──────── PROVIDED RECORDS ────────

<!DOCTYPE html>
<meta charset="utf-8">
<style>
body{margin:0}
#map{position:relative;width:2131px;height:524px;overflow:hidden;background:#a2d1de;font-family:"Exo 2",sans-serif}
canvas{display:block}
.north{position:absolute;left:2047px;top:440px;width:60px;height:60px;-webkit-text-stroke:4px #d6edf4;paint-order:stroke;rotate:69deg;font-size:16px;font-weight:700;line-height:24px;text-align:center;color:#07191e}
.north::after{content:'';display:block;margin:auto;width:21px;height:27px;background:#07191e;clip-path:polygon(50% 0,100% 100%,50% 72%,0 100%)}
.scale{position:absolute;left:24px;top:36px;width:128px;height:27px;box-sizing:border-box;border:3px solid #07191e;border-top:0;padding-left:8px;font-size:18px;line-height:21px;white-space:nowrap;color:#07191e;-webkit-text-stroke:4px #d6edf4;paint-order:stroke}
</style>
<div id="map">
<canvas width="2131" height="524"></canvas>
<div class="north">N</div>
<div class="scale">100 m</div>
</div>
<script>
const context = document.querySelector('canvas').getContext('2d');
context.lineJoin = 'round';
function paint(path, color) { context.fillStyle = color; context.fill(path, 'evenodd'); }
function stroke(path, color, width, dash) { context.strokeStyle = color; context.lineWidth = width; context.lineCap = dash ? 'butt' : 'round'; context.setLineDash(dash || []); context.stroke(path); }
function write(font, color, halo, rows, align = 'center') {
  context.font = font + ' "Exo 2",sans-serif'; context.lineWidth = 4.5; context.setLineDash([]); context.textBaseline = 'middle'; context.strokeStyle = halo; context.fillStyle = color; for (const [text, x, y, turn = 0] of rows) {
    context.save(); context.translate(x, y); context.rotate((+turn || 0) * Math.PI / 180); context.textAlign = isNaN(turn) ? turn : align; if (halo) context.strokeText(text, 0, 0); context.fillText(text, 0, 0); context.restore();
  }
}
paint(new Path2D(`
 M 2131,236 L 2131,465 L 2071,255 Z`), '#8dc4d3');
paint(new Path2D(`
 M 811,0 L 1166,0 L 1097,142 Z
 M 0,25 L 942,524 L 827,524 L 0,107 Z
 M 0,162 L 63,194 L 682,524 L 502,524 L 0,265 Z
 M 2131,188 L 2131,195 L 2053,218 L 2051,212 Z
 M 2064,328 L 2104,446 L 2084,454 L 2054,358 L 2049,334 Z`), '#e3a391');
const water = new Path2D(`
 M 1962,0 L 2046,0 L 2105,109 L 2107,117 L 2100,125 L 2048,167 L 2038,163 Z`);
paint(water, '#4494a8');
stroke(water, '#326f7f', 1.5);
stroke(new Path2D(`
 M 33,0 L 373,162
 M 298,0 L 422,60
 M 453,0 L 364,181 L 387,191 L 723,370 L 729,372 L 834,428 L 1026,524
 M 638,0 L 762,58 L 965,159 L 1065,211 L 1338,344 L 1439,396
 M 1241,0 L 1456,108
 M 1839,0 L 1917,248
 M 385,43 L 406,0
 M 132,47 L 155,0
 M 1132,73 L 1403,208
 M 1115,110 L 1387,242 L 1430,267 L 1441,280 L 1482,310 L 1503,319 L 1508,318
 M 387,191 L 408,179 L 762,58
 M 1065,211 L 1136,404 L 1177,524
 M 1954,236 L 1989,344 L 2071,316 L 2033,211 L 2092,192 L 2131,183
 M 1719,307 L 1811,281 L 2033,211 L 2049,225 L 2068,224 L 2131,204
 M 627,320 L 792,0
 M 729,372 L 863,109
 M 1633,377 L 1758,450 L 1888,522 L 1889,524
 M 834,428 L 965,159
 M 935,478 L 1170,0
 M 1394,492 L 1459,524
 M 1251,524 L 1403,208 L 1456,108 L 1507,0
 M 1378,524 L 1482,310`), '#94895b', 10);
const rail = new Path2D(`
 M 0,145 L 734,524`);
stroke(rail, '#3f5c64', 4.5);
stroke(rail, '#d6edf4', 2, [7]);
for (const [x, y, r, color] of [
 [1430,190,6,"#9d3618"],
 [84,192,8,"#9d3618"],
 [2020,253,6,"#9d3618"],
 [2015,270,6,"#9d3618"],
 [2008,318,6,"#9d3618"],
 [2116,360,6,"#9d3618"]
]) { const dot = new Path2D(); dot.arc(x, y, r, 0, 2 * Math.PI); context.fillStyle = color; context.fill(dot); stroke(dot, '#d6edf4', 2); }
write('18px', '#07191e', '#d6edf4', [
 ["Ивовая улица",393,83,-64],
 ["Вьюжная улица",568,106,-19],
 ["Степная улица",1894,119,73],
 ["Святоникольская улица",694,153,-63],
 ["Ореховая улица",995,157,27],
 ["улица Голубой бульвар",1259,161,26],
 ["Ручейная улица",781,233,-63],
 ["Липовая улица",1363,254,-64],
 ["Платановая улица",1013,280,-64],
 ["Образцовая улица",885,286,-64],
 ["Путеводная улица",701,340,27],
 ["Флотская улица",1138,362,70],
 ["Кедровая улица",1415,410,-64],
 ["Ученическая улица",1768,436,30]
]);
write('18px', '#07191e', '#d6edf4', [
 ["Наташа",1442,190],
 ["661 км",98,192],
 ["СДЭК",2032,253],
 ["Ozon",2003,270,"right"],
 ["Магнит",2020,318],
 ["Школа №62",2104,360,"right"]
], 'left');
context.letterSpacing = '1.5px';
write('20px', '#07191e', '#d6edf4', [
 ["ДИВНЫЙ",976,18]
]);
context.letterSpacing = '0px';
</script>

────────

## EXERCISE INSTRUCTIONS
All lines of the records above with the word "rows" in them are to be copied.

## OUTPUT FOR THIS TASK
function write(font, color, halo, rows, align = 'center') {
  context.font = font + ' "Exo 2",sans-serif'; context.lineWidth = 4.5; context.setLineDash([]); context.textBaseline = 'middle'; context.strokeStyle = halo; context.fillStyle = color; for (const [text, x, y, turn = 0] of rows) {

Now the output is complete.